Purpose: To review the clinical presentation, location, systemic features, management, and natural history of orbital sarcoid.
Design: Retrospective, noncomparative, interventional case series.
Methods: Twenty patients with sarcoid and sarcoidal reactions of the orbit underwent biopsy, excision of localized mass, and systemic and local treatment at a tertiary referral center. Age, gender, onset, symptoms and signs, characterization of disease process, location, systemic disease, associated systemic features, management, and recurrence of the disease were identified.

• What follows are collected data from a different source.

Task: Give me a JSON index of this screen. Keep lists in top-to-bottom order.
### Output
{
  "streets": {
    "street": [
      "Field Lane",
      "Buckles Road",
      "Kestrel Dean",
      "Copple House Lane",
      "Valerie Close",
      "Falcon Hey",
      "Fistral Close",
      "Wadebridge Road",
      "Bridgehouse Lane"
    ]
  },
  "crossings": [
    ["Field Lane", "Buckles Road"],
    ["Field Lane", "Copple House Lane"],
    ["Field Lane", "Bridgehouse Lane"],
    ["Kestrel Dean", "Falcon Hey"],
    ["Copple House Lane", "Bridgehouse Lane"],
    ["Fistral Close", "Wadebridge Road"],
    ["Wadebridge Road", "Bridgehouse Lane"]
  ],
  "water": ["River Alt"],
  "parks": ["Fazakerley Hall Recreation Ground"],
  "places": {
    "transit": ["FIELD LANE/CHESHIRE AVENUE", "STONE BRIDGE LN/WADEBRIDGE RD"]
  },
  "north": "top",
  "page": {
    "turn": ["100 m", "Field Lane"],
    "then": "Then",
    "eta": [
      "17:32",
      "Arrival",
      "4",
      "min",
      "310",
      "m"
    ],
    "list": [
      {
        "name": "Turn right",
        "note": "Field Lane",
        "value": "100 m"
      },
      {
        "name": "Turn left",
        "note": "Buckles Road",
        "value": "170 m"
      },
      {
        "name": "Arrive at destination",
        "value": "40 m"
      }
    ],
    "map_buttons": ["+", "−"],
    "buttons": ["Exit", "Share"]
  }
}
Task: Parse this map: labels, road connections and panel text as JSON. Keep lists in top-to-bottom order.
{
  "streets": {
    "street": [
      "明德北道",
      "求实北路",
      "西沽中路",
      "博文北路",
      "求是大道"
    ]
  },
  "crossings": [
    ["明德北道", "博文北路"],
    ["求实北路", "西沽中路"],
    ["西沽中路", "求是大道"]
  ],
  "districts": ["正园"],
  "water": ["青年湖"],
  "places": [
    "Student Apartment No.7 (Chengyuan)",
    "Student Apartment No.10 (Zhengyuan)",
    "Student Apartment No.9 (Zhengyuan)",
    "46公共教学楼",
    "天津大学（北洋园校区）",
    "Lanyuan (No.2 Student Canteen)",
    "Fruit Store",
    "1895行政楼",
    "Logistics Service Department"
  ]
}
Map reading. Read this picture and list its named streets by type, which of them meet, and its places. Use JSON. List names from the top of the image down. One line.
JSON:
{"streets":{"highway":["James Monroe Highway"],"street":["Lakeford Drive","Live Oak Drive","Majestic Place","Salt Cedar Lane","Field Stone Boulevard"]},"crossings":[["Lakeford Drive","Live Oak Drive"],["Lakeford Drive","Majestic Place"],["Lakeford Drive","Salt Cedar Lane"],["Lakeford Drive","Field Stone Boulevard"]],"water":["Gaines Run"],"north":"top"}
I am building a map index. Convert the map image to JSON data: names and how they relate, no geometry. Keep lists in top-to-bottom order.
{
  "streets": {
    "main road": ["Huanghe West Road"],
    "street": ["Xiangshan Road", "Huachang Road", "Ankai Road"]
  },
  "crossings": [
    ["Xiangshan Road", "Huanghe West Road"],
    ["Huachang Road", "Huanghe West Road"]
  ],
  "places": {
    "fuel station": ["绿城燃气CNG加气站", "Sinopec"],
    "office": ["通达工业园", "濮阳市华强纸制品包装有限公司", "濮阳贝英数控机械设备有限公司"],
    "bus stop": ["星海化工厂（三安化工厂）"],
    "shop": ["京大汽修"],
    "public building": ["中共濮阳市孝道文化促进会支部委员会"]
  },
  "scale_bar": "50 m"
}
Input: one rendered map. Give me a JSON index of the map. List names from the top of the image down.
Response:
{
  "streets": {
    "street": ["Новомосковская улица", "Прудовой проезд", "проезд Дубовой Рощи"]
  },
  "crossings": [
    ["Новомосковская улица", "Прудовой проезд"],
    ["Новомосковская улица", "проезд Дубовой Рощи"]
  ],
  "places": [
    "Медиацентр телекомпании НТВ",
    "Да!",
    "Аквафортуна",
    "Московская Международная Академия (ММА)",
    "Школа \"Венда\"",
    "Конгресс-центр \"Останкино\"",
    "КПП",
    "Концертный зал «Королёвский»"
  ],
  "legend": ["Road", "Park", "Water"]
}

Results: Of the 20 patients studied, five were male and 15 were female. The mean age was 50.55 +/- 16.43 years (range, 18 to 77 years). The most common symptom was the presence of a palpable mass, followed by eyelid swelling. Review of the computed tomographic scans revealed four main categories of presentation: lacrimal gland infiltration (n = 11; 55%), orbital mass (n = 4; 20%), optic nerve sheath and dural involvement (n = 4; 20%), and extraocular muscle involvement (n = 1; 5%). Concurrent systemic sarcoidosis discovered after the diagnosis of orbital sarcoid was present in 10 cases (50%). The remaining showed no evidence of systemic disease at follow-up. Angiotensin converting enzyme analysis was performed in 10 cases; in only two (20%) was elevated, and in the remaining eight, it was within normal levels.
Conclusions: Orbital sarcoid has a diverse clinical presentation varying from lacrimal gland infiltration, soft tissue orbital mass, intraorbital and extraorbital optic nerve sheath and dural involvement, to extraocular muscle involvement. The orbital site most commonly involved was the lacrimal gland.